En plus de cet écosystème naturel, nous veillons à préserver notre écosystème économique et humain. À chacun son métier. Je n’ai aucune ambition de remplacer nos maraîchers par notre jardin. Nous le touchons du doigt pour nous faire plaisir, avoir des choses que les autres ne font pas.”

 
“Je ne cherche pas à être trop intellectuel dans ma démarche, je veux seulement que ma cuisine plaise aux convives.”
césar troisgros

Partitions et interprétations

“Le côté artistique de notre métier dépend de la forme d’art auquel on le compare. Entre musique et cuisine, il y a une même notion de création, d’écriture et de composition, qu’elle soit déléguée ou non. Le même besoin de répéter, d’enregistrer pour partager avec un plus grand nombre, d’avoir une qualité constante sans jamais jouer la partition de la même façon, en cherchant toujours à l’améliorer. Et aussi le fait de créer quelque chose que l’on a envie de regoûter, comme une chanson, parce qu’on a aimé le style et aussi qu’on l’a compris. Je ne cherche pas à être trop intellectuel dans ma démarche, je veux seulement que ma cuisine plaise aux convives. Il y a des inspirations différentes, mais quand on finit un repas il faudrait presque avoir envie de le recommencer. Se souvenir, comme à l’écoute d’un album, avec un titre qui nous plaît plus, tout en étant satisfait par l’ensemble de la prestation.”

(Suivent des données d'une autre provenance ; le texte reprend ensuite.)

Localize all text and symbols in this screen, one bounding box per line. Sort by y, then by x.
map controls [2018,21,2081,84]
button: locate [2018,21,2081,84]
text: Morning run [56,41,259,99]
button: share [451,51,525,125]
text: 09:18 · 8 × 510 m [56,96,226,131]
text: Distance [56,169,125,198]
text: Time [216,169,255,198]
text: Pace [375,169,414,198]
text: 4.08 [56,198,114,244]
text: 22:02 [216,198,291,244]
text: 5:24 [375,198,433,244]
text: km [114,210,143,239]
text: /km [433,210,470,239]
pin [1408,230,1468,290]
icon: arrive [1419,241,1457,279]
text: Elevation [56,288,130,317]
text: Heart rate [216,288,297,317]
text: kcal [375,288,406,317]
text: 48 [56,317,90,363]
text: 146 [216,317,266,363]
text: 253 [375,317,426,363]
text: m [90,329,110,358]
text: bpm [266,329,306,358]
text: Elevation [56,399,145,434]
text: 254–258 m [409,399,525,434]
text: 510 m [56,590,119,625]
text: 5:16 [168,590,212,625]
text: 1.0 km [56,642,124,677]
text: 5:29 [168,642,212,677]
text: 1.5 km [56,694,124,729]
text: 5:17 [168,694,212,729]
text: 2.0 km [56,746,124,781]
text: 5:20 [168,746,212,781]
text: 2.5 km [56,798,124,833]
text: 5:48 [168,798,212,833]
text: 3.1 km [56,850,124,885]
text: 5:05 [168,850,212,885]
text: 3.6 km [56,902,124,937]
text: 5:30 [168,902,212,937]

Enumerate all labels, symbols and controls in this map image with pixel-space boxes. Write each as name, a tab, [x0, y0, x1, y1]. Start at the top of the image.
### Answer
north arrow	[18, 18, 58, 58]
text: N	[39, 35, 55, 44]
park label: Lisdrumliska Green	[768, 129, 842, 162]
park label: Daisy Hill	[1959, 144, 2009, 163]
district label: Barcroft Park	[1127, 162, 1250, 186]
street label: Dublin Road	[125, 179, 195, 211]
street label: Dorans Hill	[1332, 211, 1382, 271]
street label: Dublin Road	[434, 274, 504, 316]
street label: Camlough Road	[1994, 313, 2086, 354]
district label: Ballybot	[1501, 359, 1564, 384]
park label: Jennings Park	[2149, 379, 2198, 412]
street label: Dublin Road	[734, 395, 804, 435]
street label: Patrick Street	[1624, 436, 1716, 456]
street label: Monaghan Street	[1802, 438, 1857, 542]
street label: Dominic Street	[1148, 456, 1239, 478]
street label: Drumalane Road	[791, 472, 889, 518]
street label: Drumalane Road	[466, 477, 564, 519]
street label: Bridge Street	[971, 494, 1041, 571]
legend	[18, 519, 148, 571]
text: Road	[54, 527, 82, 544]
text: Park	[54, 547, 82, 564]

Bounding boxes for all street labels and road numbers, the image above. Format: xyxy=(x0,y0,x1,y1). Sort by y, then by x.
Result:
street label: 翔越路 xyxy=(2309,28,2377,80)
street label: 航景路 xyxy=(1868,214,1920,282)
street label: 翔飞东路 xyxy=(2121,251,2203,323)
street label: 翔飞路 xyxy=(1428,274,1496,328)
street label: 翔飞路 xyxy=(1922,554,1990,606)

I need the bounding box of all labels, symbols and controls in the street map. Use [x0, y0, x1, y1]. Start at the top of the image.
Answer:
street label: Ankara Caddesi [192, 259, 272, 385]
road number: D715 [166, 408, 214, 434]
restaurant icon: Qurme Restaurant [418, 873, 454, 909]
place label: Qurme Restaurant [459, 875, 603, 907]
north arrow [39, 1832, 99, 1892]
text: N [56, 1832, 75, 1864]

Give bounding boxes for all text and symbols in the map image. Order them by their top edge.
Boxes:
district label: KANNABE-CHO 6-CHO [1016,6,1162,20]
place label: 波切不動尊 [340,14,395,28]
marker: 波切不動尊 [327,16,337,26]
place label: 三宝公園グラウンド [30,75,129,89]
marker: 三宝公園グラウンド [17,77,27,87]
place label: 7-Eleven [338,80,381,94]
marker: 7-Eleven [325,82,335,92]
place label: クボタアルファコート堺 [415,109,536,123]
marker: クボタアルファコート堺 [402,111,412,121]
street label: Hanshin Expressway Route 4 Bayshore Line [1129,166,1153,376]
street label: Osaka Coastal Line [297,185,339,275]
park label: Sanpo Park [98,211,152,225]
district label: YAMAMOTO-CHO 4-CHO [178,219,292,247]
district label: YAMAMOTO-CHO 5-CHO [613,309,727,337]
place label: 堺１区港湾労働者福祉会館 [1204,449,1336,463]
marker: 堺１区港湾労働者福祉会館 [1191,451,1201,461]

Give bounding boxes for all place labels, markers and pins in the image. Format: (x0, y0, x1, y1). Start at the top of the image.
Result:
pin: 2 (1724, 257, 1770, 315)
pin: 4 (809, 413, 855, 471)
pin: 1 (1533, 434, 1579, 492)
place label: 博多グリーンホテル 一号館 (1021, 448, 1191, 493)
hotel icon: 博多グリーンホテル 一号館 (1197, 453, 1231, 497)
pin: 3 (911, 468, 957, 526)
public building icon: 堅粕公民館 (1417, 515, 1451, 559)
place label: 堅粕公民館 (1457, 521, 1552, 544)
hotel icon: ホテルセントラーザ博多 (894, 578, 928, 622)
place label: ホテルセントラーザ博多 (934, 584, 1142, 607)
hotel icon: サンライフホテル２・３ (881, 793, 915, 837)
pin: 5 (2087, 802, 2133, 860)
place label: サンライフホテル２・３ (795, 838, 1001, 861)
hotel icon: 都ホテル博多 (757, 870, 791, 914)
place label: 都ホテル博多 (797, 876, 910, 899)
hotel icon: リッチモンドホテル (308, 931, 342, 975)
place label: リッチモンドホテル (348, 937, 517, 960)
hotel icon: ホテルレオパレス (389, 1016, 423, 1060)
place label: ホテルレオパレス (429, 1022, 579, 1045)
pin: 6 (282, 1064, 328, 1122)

“Je ne parlerais pas de plat signature, j’évoquerai plutôt un style signature. D’ailleurs, je fais souvent bouger les appellations sur le moment, avec une liberté très jazzy et très poétique aussi. Ma démarche s’appuie sur le goût juste, l’émotion suscitée par les textures et les saveurs, la pureté, la lisibilité, la qualité des produits évidemment et la finesse bien sûr. Pour ce qui est de la philosophie et du sens de l’hospitalité, j’ai la même vision que mes parents. Rendre les gens heureux avec beaucoup de bienveillance, leur faire plaisir, partager un bon moment, simple et sincère.”